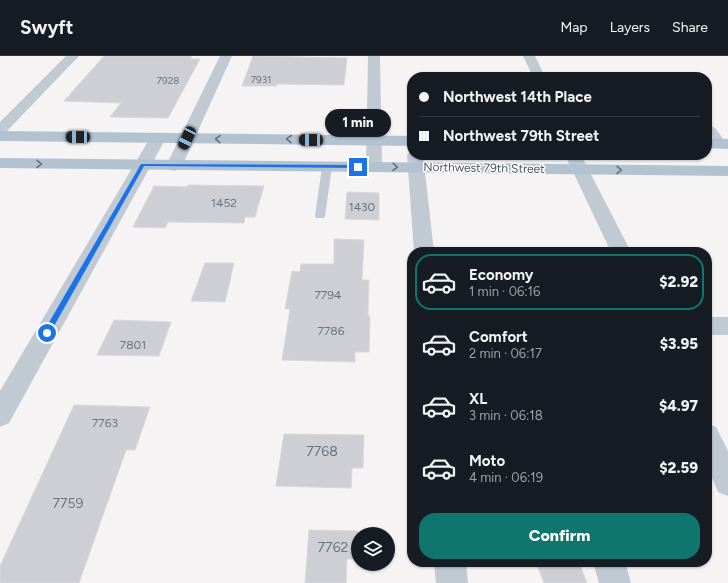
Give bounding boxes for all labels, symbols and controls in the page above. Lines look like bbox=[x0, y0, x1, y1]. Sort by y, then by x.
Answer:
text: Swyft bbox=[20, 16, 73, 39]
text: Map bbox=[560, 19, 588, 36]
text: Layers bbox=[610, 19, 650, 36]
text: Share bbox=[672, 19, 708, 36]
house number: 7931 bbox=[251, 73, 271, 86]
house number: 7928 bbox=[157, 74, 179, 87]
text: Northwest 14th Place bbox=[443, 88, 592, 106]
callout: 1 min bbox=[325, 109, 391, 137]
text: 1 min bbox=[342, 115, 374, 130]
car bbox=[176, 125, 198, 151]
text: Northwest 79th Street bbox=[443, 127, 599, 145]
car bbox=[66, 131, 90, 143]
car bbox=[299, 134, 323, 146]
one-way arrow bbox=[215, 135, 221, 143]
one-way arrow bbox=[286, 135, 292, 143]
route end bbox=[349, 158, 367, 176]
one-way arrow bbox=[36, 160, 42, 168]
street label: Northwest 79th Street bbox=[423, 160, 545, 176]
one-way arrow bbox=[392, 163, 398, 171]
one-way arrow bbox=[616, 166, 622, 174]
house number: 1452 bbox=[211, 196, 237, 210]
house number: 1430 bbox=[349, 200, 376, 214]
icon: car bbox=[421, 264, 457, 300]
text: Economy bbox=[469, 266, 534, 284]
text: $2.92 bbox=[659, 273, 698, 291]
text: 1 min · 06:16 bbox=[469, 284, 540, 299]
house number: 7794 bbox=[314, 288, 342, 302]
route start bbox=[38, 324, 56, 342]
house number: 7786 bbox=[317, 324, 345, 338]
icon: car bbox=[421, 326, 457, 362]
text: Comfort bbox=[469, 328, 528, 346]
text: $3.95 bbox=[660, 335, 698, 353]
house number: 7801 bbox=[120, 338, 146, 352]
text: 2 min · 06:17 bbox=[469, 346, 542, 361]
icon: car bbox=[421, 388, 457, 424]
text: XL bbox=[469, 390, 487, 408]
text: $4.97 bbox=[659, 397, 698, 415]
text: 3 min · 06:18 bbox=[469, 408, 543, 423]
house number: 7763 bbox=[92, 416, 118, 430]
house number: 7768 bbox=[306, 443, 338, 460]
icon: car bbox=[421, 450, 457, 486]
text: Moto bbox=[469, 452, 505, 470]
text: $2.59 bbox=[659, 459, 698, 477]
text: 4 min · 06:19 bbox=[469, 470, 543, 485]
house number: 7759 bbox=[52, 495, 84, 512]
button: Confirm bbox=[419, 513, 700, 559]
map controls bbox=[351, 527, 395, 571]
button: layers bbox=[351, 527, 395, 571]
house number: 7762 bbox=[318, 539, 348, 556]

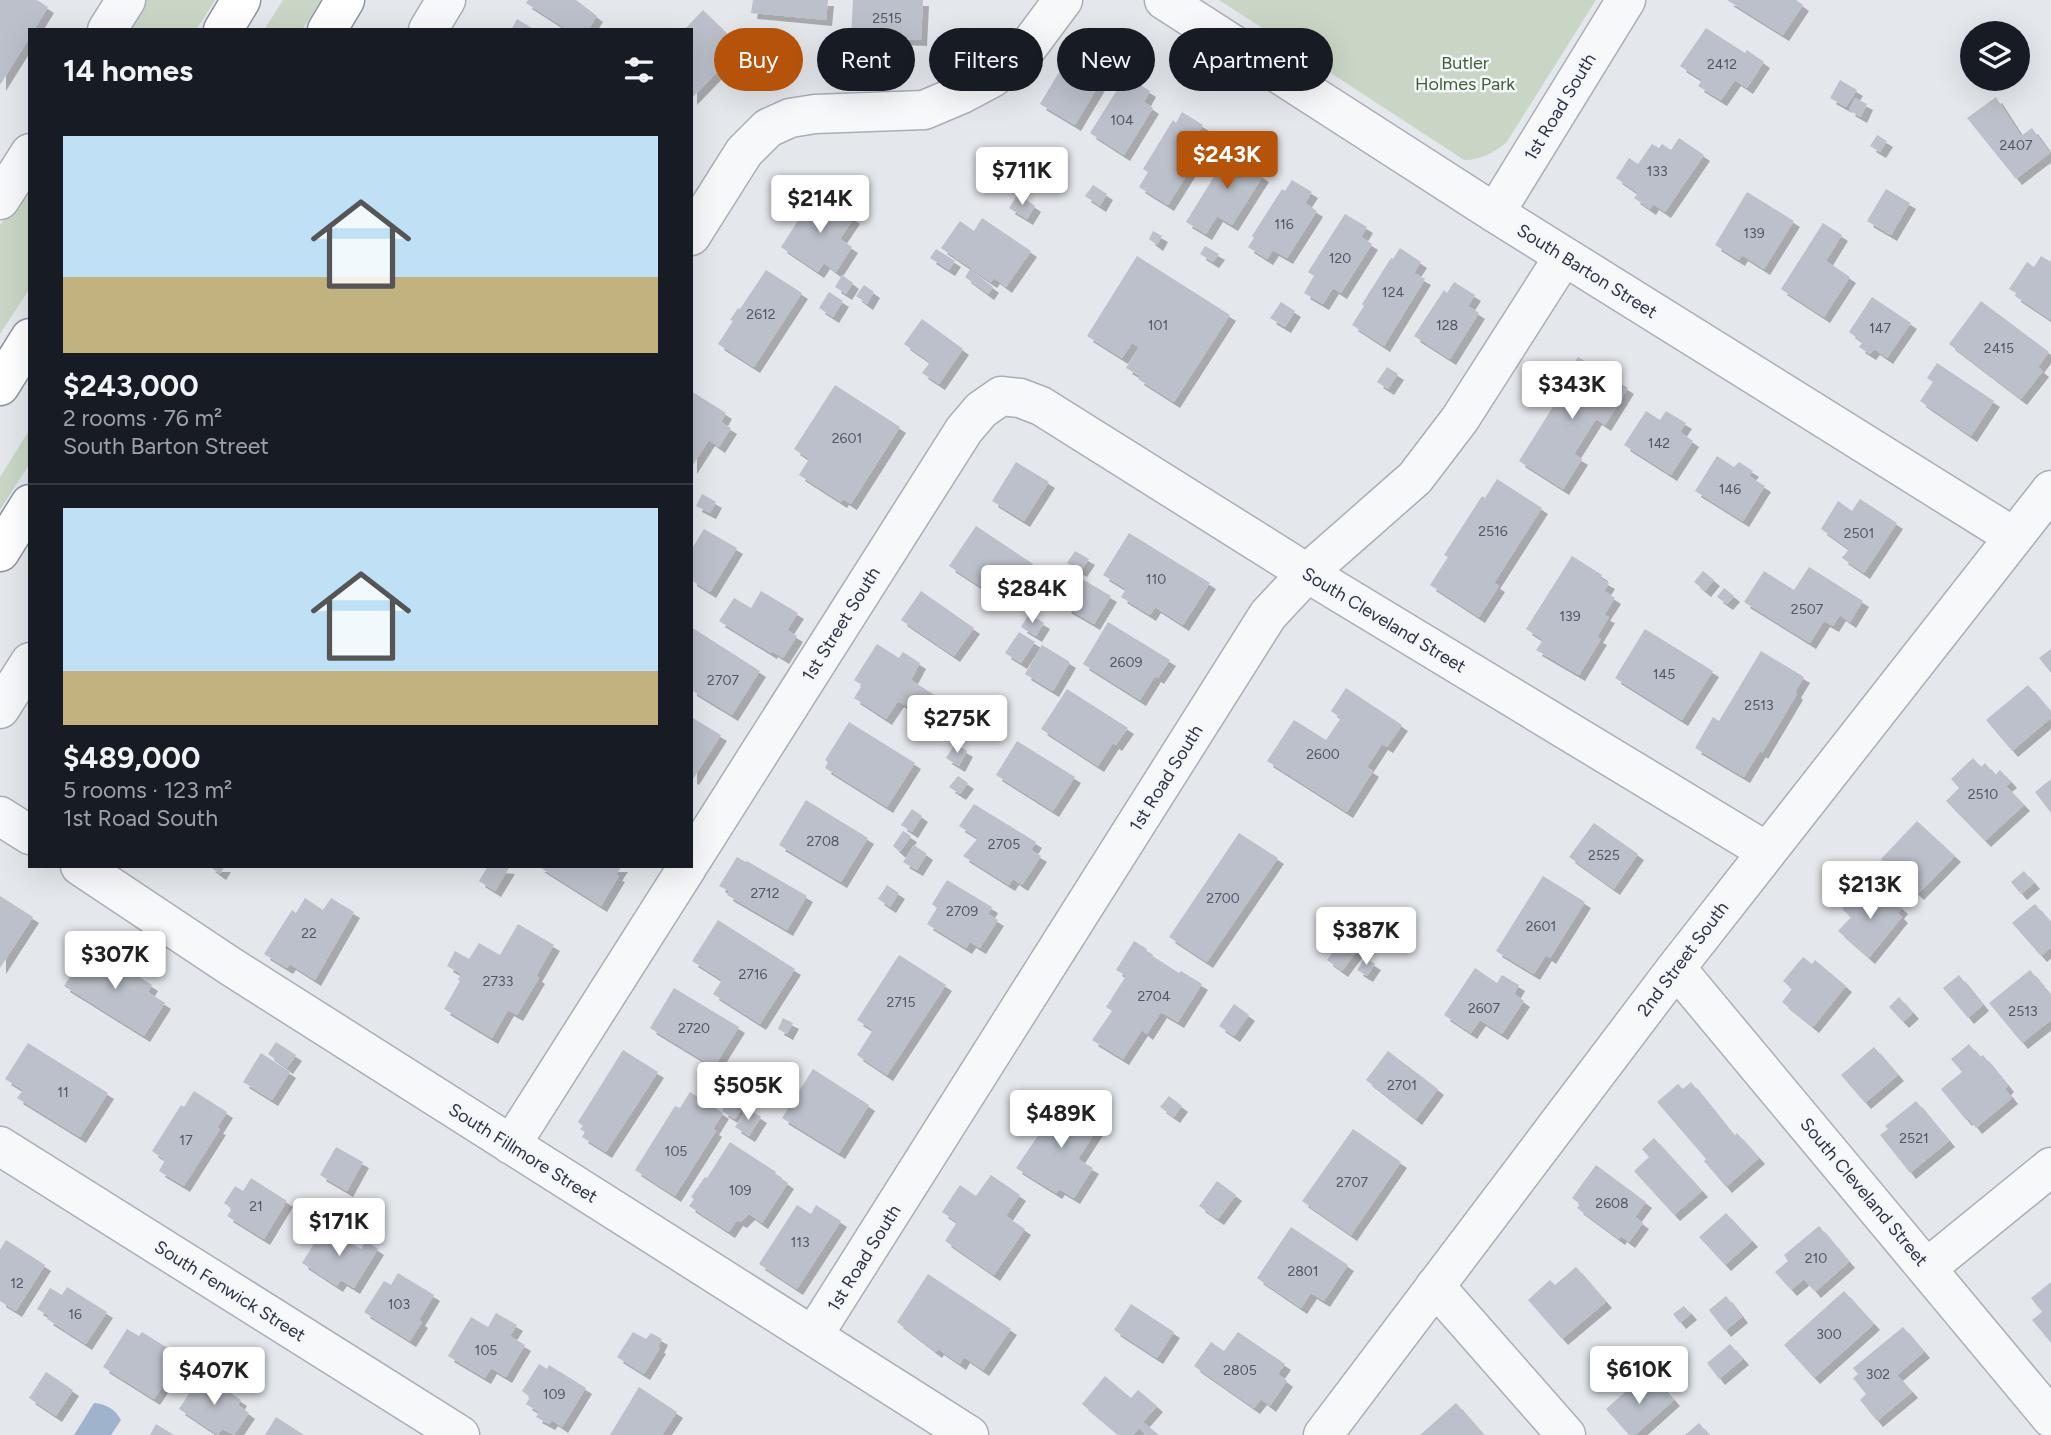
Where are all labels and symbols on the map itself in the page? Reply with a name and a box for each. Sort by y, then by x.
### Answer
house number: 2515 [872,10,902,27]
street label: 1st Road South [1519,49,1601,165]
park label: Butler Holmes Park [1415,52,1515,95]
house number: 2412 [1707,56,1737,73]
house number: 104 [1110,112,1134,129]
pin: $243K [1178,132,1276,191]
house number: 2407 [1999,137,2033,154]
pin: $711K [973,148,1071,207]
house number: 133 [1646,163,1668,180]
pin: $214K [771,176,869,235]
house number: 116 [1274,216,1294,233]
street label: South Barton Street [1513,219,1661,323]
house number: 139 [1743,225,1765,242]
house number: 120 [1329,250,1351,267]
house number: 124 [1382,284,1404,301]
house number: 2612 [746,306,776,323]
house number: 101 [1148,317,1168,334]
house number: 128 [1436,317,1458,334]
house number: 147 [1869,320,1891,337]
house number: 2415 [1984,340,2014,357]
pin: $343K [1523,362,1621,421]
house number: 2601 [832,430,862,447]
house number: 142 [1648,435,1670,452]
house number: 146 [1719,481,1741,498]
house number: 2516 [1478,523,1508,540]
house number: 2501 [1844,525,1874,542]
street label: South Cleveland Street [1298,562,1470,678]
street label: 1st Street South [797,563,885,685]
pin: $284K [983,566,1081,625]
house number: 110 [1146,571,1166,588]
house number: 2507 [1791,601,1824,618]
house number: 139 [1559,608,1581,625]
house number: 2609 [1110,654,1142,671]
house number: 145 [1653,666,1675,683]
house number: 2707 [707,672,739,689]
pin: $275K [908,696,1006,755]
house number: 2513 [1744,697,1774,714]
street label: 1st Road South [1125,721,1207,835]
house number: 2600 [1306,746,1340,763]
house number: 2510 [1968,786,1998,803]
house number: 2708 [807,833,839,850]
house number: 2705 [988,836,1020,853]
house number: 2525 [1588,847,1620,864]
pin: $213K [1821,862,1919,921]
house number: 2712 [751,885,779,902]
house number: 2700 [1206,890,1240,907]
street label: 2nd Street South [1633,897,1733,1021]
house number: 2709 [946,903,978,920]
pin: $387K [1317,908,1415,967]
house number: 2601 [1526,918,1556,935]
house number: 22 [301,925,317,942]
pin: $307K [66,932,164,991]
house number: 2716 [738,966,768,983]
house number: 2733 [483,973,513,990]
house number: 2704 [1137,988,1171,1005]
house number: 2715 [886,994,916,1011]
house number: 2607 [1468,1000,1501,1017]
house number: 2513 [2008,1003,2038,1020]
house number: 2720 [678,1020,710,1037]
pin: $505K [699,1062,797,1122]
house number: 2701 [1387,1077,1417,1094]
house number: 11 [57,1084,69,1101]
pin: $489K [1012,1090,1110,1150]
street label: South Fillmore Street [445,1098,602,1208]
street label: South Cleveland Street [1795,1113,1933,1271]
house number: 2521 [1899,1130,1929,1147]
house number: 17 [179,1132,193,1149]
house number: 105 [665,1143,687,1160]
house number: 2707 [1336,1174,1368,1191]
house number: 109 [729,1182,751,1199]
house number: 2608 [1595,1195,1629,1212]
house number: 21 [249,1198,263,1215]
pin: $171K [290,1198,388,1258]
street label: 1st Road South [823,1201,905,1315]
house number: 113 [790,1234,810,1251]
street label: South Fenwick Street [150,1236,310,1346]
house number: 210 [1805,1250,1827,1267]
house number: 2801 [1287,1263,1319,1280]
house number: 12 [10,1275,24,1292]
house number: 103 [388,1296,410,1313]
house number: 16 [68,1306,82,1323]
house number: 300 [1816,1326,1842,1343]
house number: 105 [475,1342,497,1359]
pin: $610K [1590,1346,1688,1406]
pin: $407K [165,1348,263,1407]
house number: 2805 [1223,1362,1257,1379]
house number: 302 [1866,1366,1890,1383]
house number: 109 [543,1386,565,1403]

## TASK DIRECTIONS
An exact repetition of all the records above is required, excluding the pictures.

## TASK ANSWER
Give bounding boxes for all labels, symbols and controls in the page above. Lines look like bbox=[x0, y0, x1, y1]. Sort by y, then by x.
Answer:
text: Swyft bbox=[20, 16, 73, 39]
text: Map bbox=[560, 19, 588, 36]
text: Layers bbox=[610, 19, 650, 36]
text: Share bbox=[672, 19, 708, 36]
house number: 7931 bbox=[251, 73, 271, 86]
house number: 7928 bbox=[157, 74, 179, 87]
text: Northwest 14th Place bbox=[443, 88, 592, 106]
callout: 1 min bbox=[325, 109, 391, 137]
text: 1 min bbox=[342, 115, 374, 130]
car bbox=[176, 125, 198, 151]
text: Northwest 79th Street bbox=[443, 127, 599, 145]
car bbox=[66, 131, 90, 143]
car bbox=[299, 134, 323, 146]
one-way arrow bbox=[215, 135, 221, 143]
one-way arrow bbox=[286, 135, 292, 143]
route end bbox=[349, 158, 367, 176]
one-way arrow bbox=[36, 160, 42, 168]
street label: Northwest 79th Street bbox=[423, 160, 545, 176]
one-way arrow bbox=[392, 163, 398, 171]
one-way arrow bbox=[616, 166, 622, 174]
house number: 1452 bbox=[211, 196, 237, 210]
house number: 1430 bbox=[349, 200, 376, 214]
icon: car bbox=[421, 264, 457, 300]
text: Economy bbox=[469, 266, 534, 284]
text: $2.92 bbox=[659, 273, 698, 291]
text: 1 min · 06:16 bbox=[469, 284, 540, 299]
house number: 7794 bbox=[314, 288, 342, 302]
route start bbox=[38, 324, 56, 342]
house number: 7786 bbox=[317, 324, 345, 338]
icon: car bbox=[421, 326, 457, 362]
text: Comfort bbox=[469, 328, 528, 346]
text: $3.95 bbox=[660, 335, 698, 353]
house number: 7801 bbox=[120, 338, 146, 352]
text: 2 min · 06:17 bbox=[469, 346, 542, 361]
icon: car bbox=[421, 388, 457, 424]
text: XL bbox=[469, 390, 487, 408]
text: $4.97 bbox=[659, 397, 698, 415]
text: 3 min · 06:18 bbox=[469, 408, 543, 423]
house number: 7763 bbox=[92, 416, 118, 430]
house number: 7768 bbox=[306, 443, 338, 460]
icon: car bbox=[421, 450, 457, 486]
text: Moto bbox=[469, 452, 505, 470]
text: $2.59 bbox=[659, 459, 698, 477]
text: 4 min · 06:19 bbox=[469, 470, 543, 485]
house number: 7759 bbox=[52, 495, 84, 512]
button: Confirm bbox=[419, 513, 700, 559]
map controls bbox=[351, 527, 395, 571]
button: layers bbox=[351, 527, 395, 571]
house number: 7762 bbox=[318, 539, 348, 556]

Where are all labels and symbols on the map itself in the page? Reply with a name and a box for each. Sort by y, then by x.
### Answer
house number: 2515 [872,10,902,27]
street label: 1st Road South [1519,49,1601,165]
park label: Butler Holmes Park [1415,52,1515,95]
house number: 2412 [1707,56,1737,73]
house number: 104 [1110,112,1134,129]
pin: $243K [1178,132,1276,191]
house number: 2407 [1999,137,2033,154]
pin: $711K [973,148,1071,207]
house number: 133 [1646,163,1668,180]
pin: $214K [771,176,869,235]
house number: 116 [1274,216,1294,233]
street label: South Barton Street [1513,219,1661,323]
house number: 139 [1743,225,1765,242]
house number: 120 [1329,250,1351,267]
house number: 124 [1382,284,1404,301]
house number: 2612 [746,306,776,323]
house number: 101 [1148,317,1168,334]
house number: 128 [1436,317,1458,334]
house number: 147 [1869,320,1891,337]
house number: 2415 [1984,340,2014,357]
pin: $343K [1523,362,1621,421]
house number: 2601 [832,430,862,447]
house number: 142 [1648,435,1670,452]
house number: 146 [1719,481,1741,498]
house number: 2516 [1478,523,1508,540]
house number: 2501 [1844,525,1874,542]
street label: South Cleveland Street [1298,562,1470,678]
street label: 1st Street South [797,563,885,685]
pin: $284K [983,566,1081,625]
house number: 110 [1146,571,1166,588]
house number: 2507 [1791,601,1824,618]
house number: 139 [1559,608,1581,625]
house number: 2609 [1110,654,1142,671]
house number: 145 [1653,666,1675,683]
house number: 2707 [707,672,739,689]
pin: $275K [908,696,1006,755]
house number: 2513 [1744,697,1774,714]
street label: 1st Road South [1125,721,1207,835]
house number: 2600 [1306,746,1340,763]
house number: 2510 [1968,786,1998,803]
house number: 2708 [807,833,839,850]
house number: 2705 [988,836,1020,853]
house number: 2525 [1588,847,1620,864]
pin: $213K [1821,862,1919,921]
house number: 2712 [751,885,779,902]
house number: 2700 [1206,890,1240,907]
street label: 2nd Street South [1633,897,1733,1021]
house number: 2709 [946,903,978,920]
pin: $387K [1317,908,1415,967]
house number: 2601 [1526,918,1556,935]
house number: 22 [301,925,317,942]
pin: $307K [66,932,164,991]
house number: 2716 [738,966,768,983]
house number: 2733 [483,973,513,990]
house number: 2704 [1137,988,1171,1005]
house number: 2715 [886,994,916,1011]
house number: 2607 [1468,1000,1501,1017]
house number: 2513 [2008,1003,2038,1020]
house number: 2720 [678,1020,710,1037]
pin: $505K [699,1062,797,1122]
house number: 2701 [1387,1077,1417,1094]
house number: 11 [57,1084,69,1101]
pin: $489K [1012,1090,1110,1150]
street label: South Fillmore Street [445,1098,602,1208]
street label: South Cleveland Street [1795,1113,1933,1271]
house number: 2521 [1899,1130,1929,1147]
house number: 17 [179,1132,193,1149]
house number: 105 [665,1143,687,1160]
house number: 2707 [1336,1174,1368,1191]
house number: 109 [729,1182,751,1199]
house number: 2608 [1595,1195,1629,1212]
house number: 21 [249,1198,263,1215]
pin: $171K [290,1198,388,1258]
street label: 1st Road South [823,1201,905,1315]
house number: 113 [790,1234,810,1251]
street label: South Fenwick Street [150,1236,310,1346]
house number: 210 [1805,1250,1827,1267]
house number: 2801 [1287,1263,1319,1280]
house number: 12 [10,1275,24,1292]
house number: 103 [388,1296,410,1313]
house number: 16 [68,1306,82,1323]
house number: 300 [1816,1326,1842,1343]
house number: 105 [475,1342,497,1359]
pin: $610K [1590,1346,1688,1406]
pin: $407K [165,1348,263,1407]
house number: 2805 [1223,1362,1257,1379]
house number: 302 [1866,1366,1890,1383]
house number: 109 [543,1386,565,1403]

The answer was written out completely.